Le black-out italien de 2003
Au petit matin du 28 septembre 2003, une ligne à haute tension touche un arbre. Cette interconnexion entre la Suisse et l’Italie était à 88 % de sa capacité, la ligne a chauffé et s’est distendue. Le vent l’a poussée contre la cime d’un arbre.
Immédiatement, la sécurité coupe la ligne. Rien de bien grave. Sauf que cette coupure arrive au mauvais moment : l’Italie pompe beaucoup d’énergie cette nuit-là, tout le réseau est tendu. Conséquence : une autre ligne surchargée prend feu et se coupe à 3h25. La tension augmente encore sur le reste des lignes. Et là, c’est le drame. Les lignes entre la Suisse et l’Italie sautent les unes après les autres.
Les systèmes automatiques de La France, la Suisse, l’Autriche, et de la Grèce constatent un problème du côté italien et se déconnectent de son réseau. L’Italie est isolée. Il lui manque plus de 6000 mégawatts pour tenir. Privée d’importations, son système saute, malgré le coup de boost tenté par les centrales italiennes et le shutdown des gros consommateurs, puis de plus petits, puis de simples particuliers.
Pour compenser la perte en énergie, l’Italie est plongée dans le noir. Elle y restera pendant plusieurs heures, jusqu’au retour des connexions.
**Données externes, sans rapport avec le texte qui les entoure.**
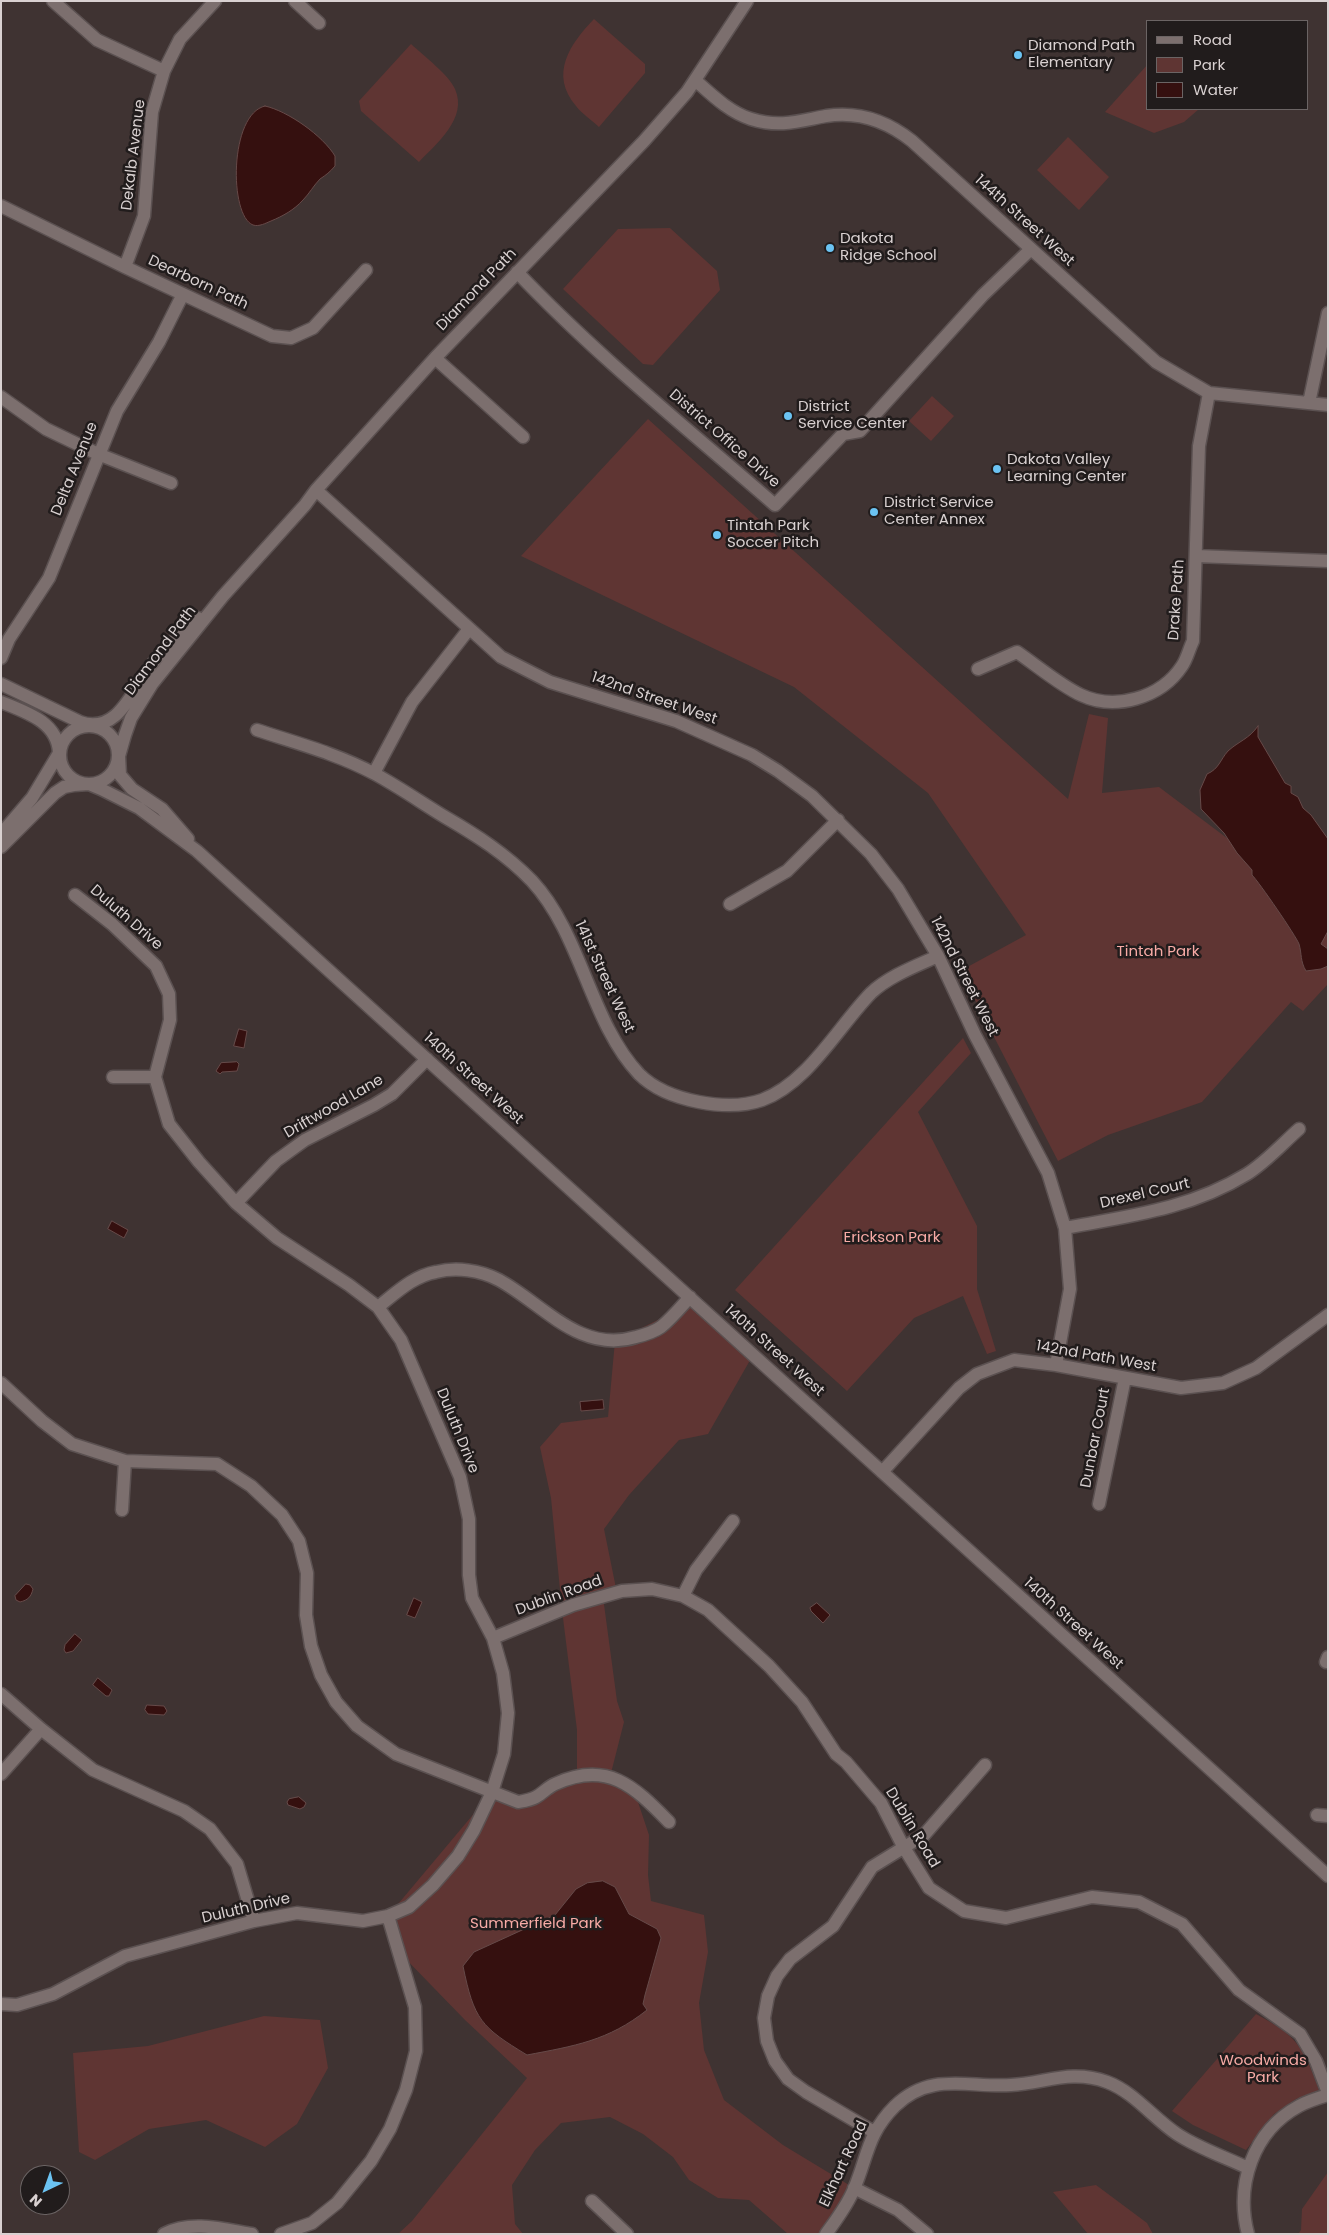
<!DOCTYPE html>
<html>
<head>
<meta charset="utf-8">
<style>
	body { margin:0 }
	#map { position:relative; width:1329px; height:2235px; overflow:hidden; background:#3f3332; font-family:Poppins,sans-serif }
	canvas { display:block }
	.frame { position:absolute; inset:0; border:2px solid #d9d1d1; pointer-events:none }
	.legend { position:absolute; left:1146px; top:20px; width:162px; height:90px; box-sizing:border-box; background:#211c1c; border:1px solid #6b6464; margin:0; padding:6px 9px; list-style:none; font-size:15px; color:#d9d1d1 }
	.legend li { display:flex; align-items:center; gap:10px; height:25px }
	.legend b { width:25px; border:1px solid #6b6464 }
	.north { position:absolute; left:20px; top:2165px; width:50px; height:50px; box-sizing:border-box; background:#211c1c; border:1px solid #6b6464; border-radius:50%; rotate:222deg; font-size:14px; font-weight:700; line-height:20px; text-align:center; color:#d9d1d1 }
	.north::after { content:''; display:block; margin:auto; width:18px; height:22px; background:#6bc3f2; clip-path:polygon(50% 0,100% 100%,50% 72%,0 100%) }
</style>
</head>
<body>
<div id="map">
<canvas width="1329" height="2235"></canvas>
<div class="frame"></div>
<ul class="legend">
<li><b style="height:6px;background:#7c6f6e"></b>Road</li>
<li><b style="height:14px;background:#5f3533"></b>Park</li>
<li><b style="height:14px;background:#35100f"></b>Water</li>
</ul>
<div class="north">N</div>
</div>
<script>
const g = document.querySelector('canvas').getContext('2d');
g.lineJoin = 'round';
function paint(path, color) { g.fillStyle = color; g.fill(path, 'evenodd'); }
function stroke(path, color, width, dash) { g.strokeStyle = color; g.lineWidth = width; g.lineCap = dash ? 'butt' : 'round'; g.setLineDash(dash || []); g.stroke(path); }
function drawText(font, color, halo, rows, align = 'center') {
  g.font = font + ' Poppins,sans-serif'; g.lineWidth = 5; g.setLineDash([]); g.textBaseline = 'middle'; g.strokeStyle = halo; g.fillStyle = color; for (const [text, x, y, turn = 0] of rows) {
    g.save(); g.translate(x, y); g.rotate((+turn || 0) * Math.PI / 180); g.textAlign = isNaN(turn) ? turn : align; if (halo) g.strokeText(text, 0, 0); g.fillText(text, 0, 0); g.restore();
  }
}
paint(new Path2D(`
	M594 19 645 64V73L599 127C592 120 582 114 576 106 549 74 570 44 594 19Z
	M411 44C423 55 449 75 455 89 468 118 437 143 419 162L361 111 359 101Z
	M1148 64V109H1199L1184 122 1154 133 1105 112Z
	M1068 137 1109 177 1079 210 1037 170Z
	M670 228 717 271 720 290 653 365 643 364 563 289 618 229Z
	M932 396 954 416 931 441 909 421Z
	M648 419 1068 799 1089 714 1108 718 1102 793 1159 787 1328 914V984L1303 1011 1291 1002 1202 1102 1108 1135 1058 1161 960 971 1026 935 928 793 794 687 521 556Z
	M963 1038 971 1053 918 1112 977 1226V1289L996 1351 987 1354 963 1296 914 1318 847 1391 735 1290Z
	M690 1297 753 1355 708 1434 679 1440 629 1495 604 1529 617 1593 603 1597 617 1701 624 1722 610 1777 634 1790 649 1835 648 1875 651 1901 704 1915 708 1952 699 2003 704 2050 724 2100 783 2145 854 2188 826 2234H788L749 2200 718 2198 689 2180 673 2157 643 2134 610 2117 561 2123 535 2150 512 2185 515 2224 523 2234H398L412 2221 527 2078 465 2020 399 1952 388 1916 492 1792 518 1802 577 1775V1730L562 1610 551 1498 540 1447 561 1423 608 1417 615 1341 678 1310Z
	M1256 2014C1297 2036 1303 2046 1319 2090L1296 2099 1274 2114 1246 2150 1193 2125 1172 2111Z
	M264 2016 320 2020 328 2068 297 2124 265 2147 206 2120 149 2129 95 2160 79 2152 73 2053 148 2046Z
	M1328 2172V2234H1298L1301 2230 1302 2209Z
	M1096 2185 1147 2223 1153 2234H1088L1053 2192Z`), '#5f3533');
const water = new Path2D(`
	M265 106C288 111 323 136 335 156V166C330 172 326 175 320 179 314 185 309 194 303 200 294 210 283 216 271 221 266 223 259 227 253 225 229 216 229 114 265 106Z
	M1258 726V737L1285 783 1291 786V793L1298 797 1303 808 1311 815 1328 839V931L1321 944 1328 949V966L1321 969 1306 971C1300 961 1302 954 1299 944 1296 936 1259 882 1252 875V870L1237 853 1224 833 1201 809 1200 790 1207 774C1219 769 1220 760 1228 751 1239 741 1249 739 1258 726Z
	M239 1029 247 1031 244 1048 234 1046Z
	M237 1062 239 1064 237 1071 222 1072 220 1074 216 1071 221 1063Z
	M112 1221 128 1230 124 1238 108 1229Z
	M603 1400 604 1409 581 1411 580 1402Z
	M26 1584 30 1585 33 1589C31 1597 28 1600 20 1602L16 1600 15 1596Z
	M414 1598 422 1602 415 1618 407 1615Z
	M817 1603 830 1615 823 1623 811 1611 810 1608Z
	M75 1634 82 1640 73 1651 66 1653 64 1650 65 1645Z
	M98 1678 112 1690 109 1696H106L93 1685Z
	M147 1705 164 1706 167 1711 164 1715 148 1714 145 1710Z
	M299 1797 306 1803 304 1807 300 1809 288 1805 287 1802 289 1799Z
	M603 1881 615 1887 629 1914 657 1929 661 1938 645 1995 643 2004 647 2010C608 2041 574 2046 527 2055 481 2027 474 2020 463 1966L474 1952 555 1915 576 1889 587 1883Z`);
paint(water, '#35100f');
stroke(water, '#664a49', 1);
const minor = new Path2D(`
	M53 1 97 40 164 71
	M295 1 319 23
	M695 80C712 95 729 112 751 119 780 128 799 121 826 116 858 111 887 121 912 141L1156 362 1209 393 1328 405
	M1 206 125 267 272 336 291 338 313 328 366 270
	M125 267 144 216 152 112 164 71 180 39 215 1
	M517 272C597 356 688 429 775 505L843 434 860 431 983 295 1031 249
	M435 358 523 437
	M1 397 46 429 98 454 171 483
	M1309 403 1328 313
	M316 490 501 657 550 682 676 721 752 755 778 771 812 796 871 854 898 889 938 956 975 1035 1048 1173 1065 1228 1070 1289 1056 1365
	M1196 556 1328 561
	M1 658 9 639 49 578 117 411 159 342 183 294
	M978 669 1017 652C1036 665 1061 686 1081 695 1115 711 1161 698 1182 666 1187 659 1189 649 1193 641L1199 446 1209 393
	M1 684 80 722C119 736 134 686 154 662 167 646 183 632 198 618
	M1 702C26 712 58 722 59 753L32 798 1 834
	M60 755a29 29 0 1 1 58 0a29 29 0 1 1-58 0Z
	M257 730C296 743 338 754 375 774 399 787 422 803 445 817 476 835 506 854 532 881 582 935 590 1022 639 1074 655 1090 678 1098 699 1102 720 1106 742 1107 762 1100 808 1083 838 1027 871 993 889 976 916 966 938 956
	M374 773 412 702 469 629
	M188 839 162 809 132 789 120 775 119 756 125 735 131 718 152 684 223 596 305 505 316 490 435 358 644 141 687 92 747 1
	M1 847 55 793 64 787 74 785 89 784 101 789 139 808 197 851 1328 1876
	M730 904 787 871 838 820
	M113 1077H155
	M236 1203 276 1161 305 1140 374 1105 392 1094 427 1059
	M1065 1228C1130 1216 1190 1209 1247 1174 1266 1162 1282 1144 1299 1129
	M378 1307C396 1293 413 1276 436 1272 456 1267 480 1270 499 1280 543 1304 580 1354 636 1337 644 1335 654 1332 661 1327 671 1319 681 1307 690 1297
	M1 1383 42 1421 72 1444 125 1461 217 1464 251 1486 282 1515 299 1541 307 1573 306 1615 311 1646 321 1675 336 1702 357 1726 396 1754 518 1802C524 1801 531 1800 536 1797 543 1793 548 1787 555 1784 607 1760 634 1786 669 1822
	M882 1472 959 1388 977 1374 1014 1360 1056 1365 1181 1388 1223 1383 1256 1368 1328 1315
	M1099 1504 1125 1378
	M122 1510 125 1461
	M683 1596 696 1570 733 1521
	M493 1638 573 1605 622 1591 652 1589 683 1596 708 1610 769 1666 802 1702 836 1754 846 1762 881 1803 903 1846 929 1888 964 1911 1006 1918 1092 1897 1139 1902 1182 1924 1239 1990 1300 2034 1316 2061 1328 2093
	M1326 1662 1328 1657
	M1 1694 41 1729 93 1770 184 1811 210 1829 237 1864 254 1921
	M1 1774 41 1729
	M1317 1815 1328 1816
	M1 2004 17 2005 53 1994 125 1956 254 1921 297 1913 363 1921 388 1916 409 1907 433 1885 458 1856 474 1830 492 1792 504 1754 508 1713 503 1673 493 1638 472 1598 469 1575V1519L460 1477 401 1340 378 1307 349 1285 277 1238 236 1203 199 1162 169 1124 155 1077 170 1020 169 994 156 966 112 924 75 895
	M874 2132 806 2092 788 2079 775 2061 767 2041 764 2018 768 1996 777 1976 790 1959 833 1926 872 1867 924 1835 985 1765
	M854 2188 898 2210 927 2234
	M592 2201 627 2234
	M164 2234C191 2220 223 2229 252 2234
	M281 2234 312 2223 337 2203 371 2161 390 2129 406 2090 416 2051 415 2007 388 1916
	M826 2234C836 2220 847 2206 854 2189 868 2156 867 2134 895 2106 931 2071 969 2088 1011 2085 1046 2083 1071 2069 1107 2082 1134 2092 1153 2118 1177 2134 1198 2148 1225 2157 1248 2168
	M1248 2234C1235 2185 1253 2131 1299 2106 1308 2101 1318 2098 1328 2095`);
stroke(minor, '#5b5151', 15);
stroke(minor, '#7c6f6e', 12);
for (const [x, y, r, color] of [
	[1018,55,5,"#6bc3f2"],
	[830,248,5,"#6bc3f2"],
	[788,416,5,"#6bc3f2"],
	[997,469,5,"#6bc3f2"],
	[874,512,5,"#6bc3f2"],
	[717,535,5,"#6bc3f2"]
]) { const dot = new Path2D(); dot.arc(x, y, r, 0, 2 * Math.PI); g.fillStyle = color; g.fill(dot); stroke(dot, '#211c1c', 2); }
drawText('15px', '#d9d1d1', '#211c1c', [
	["Diamond Path",1028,46],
	["Elementary",1028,63],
	["Dakota",840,239],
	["Ridge School",840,256],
	["District",798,407],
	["Service Center",798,424],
	["Dakota Valley",1007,460],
	["Learning Center",1007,477],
	["District Service",884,503],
	["Center Annex",884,520],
	["Tintah Park",727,526],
	["Soccer Pitch",727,543]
], 'left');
drawText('15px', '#d9d1d1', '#211c1c', [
	["Dekalb Avenue",134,155,-83],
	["144th Street West",1024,221,42],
	["Dearborn Path",198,283,25],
	["Diamond Path",477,290,-46],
	["District Office Drive",724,439,41],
	["Delta Avenue",75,469,-68],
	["Drake Path",1177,600,-86],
	["Diamond Path",161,651,-53],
	["142nd Street West",654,699,19],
	["Duluth Drive",126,918,41],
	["141st Street West",604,977,65],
	["142nd Street West",964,977,63],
	["140th Street West",473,1079,42],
	["Driftwood Lane",334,1107,-30],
	["Drexel Court",1145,1194,-13],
	["140th Street West",774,1351,42],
	["142nd Path West",1096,1357,10],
	["Duluth Drive",457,1431,68],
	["Dunbar Court",1096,1438,-79],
	["Dublin Road",559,1596,-20],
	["140th Street West",1073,1624,42],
	["Dublin Road",912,1828,59],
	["Duluth Drive",246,1909,-13],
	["Elkhart Road",844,2164,-65]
]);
drawText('15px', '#f8aba6', '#211c1c', [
	["Tintah Park",1158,952],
	["Erickson Park",892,1238],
	["Summerfield Park",536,1924],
	["Woodwinds",1263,2061],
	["Park",1263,2078]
]);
</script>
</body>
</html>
Pour aller plus loin, je vous recommande l’excellente vidéo de Monsieur Bidouille.
Conséquences :
- les chemins de fer sont bloqués en rase campagne,
- les gares se transforment en bivouacs
- Naples : la population se précipite vers les fontaines publiques.
- Palerme : on se rue sur le pain,
- Turin : les groupes électrogènes se sont trouvés à court de carburant à l’improviste et une transplantation de foie tourne mal,
- Rome : la fête de la Nuit blanche est gâchée : 1,5 million de personnes sont coincées dans la ville, dans un immense embouteillage,
- seules les centrales électriques autonomes des Îles mineures ont tenu !
2020 : la crise des réseaux électriques européens
Nous sommes le 8 janvier 2020. Il est 14h04. En Croatie, une sous-station saute. 43 secondes plus tard, un système d’alarme stoppe la circulation d’électricité sur les lignes haute tension sur le Nord de l’Europe. La zone Nord se trouve alors en manque de puissance alors que le Sud, ne peut plus « évacuer » sont surplus de puissance. Concrètement, il manque au Nord l’équivalent la production de 6 réacteurs nucléaires (6,3 gigawatts) et le Sud doit gérer un surplus équivalent. C’est énorme.
Le travail des gestionnaires de réseau va être de resynchroniser les deux zones le plus vite possible avant que ce déséquilibre ne fasse tout sauter.
À 14h09, la France et l’Italie du Nord tentent de compenser la sous-tension en pratiquant l’interopérabilité : ils coupent automatiquement le courant aux grosses entreprises. On imagine le coût économique de cette décision. Elle a réduit la consommation de 1,7 gigawatts. Seulement.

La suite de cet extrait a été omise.